List of sample names or vector containing the group name per data value (read Details); if NULL or a character vector of length 1, data values are considered from the same group

rug

Boolean: show rug plot?

vLine

Boolean: plot vertical lines (including descriptive statistics for each group)?

...

Arguments passed on to stats::density.default

bw

the smoothing bandwidth to be used. The kernels are scaled such that this is the standard deviation of the smoothing kernel. (Note this differs from the reference books cited below, and from S-PLUS.)

bw can also be a character string giving a rule to choose the bandwidth. See bw.nrd.
The default, "nrd0", has remained the default for historical and compatibility reasons, rather than as a general recommendation, where e.g., "SJ" would rather fit, see also Venables and Ripley (2002).

The specified (or computed) value of bw is multiplied by adjust.

adjust

the bandwidth used is actually adjust*bw.

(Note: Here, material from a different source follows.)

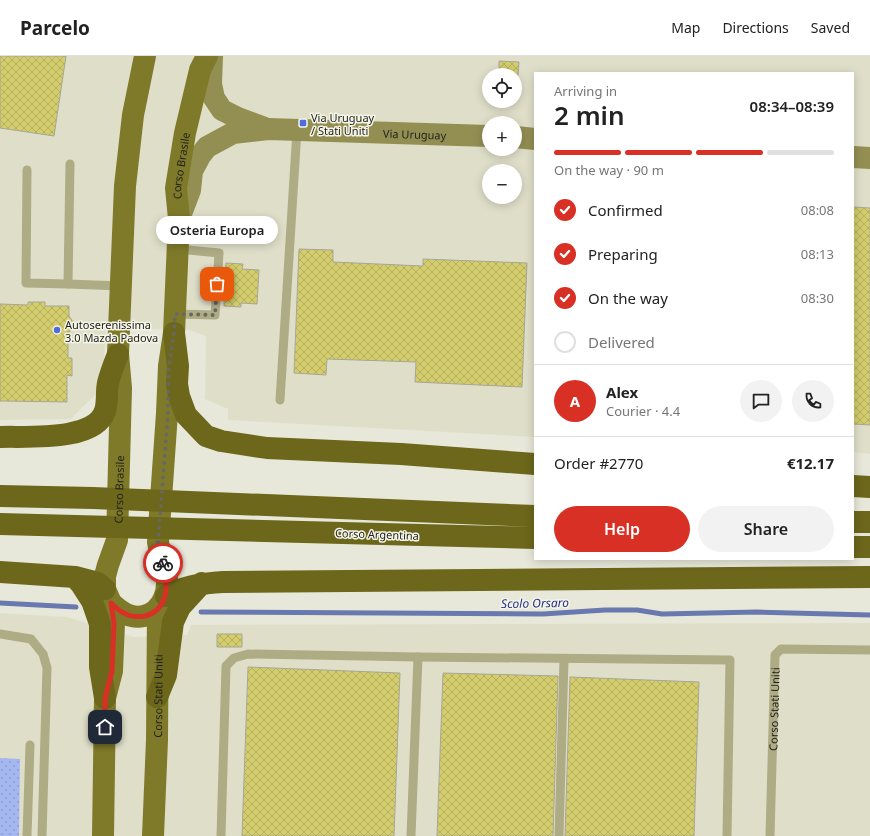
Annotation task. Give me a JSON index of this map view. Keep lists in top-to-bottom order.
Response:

This makes it easy to specify values like ‘half the default’ bandwidth.

kernel,window

a character string giving the smoothing kernel to be used. This must partially match one of "gaussian", "rectangular", "triangular", "epanechnikov", "biweight", "cosine" or "optcosine", with default "gaussian", and may be abbreviated to a unique prefix (single letter).

"cosine" is smoother than "optcosine", which is the usual ‘cosine’ kernel in the literature and almost MSE-efficient. However, "cosine" is the version used by S.

weights

numeric vector of non-negative observation weights, hence of same length as x. The default NULL is equivalent to weights = rep(1/nx, nx) where nx is the length of (the finite entries of) x[]. If na.rm = TRUE and there are NA's in x, they and the corresponding weights are removed before computations. In that case, when the original weights have summed to one, they are re-scaled to keep doing so.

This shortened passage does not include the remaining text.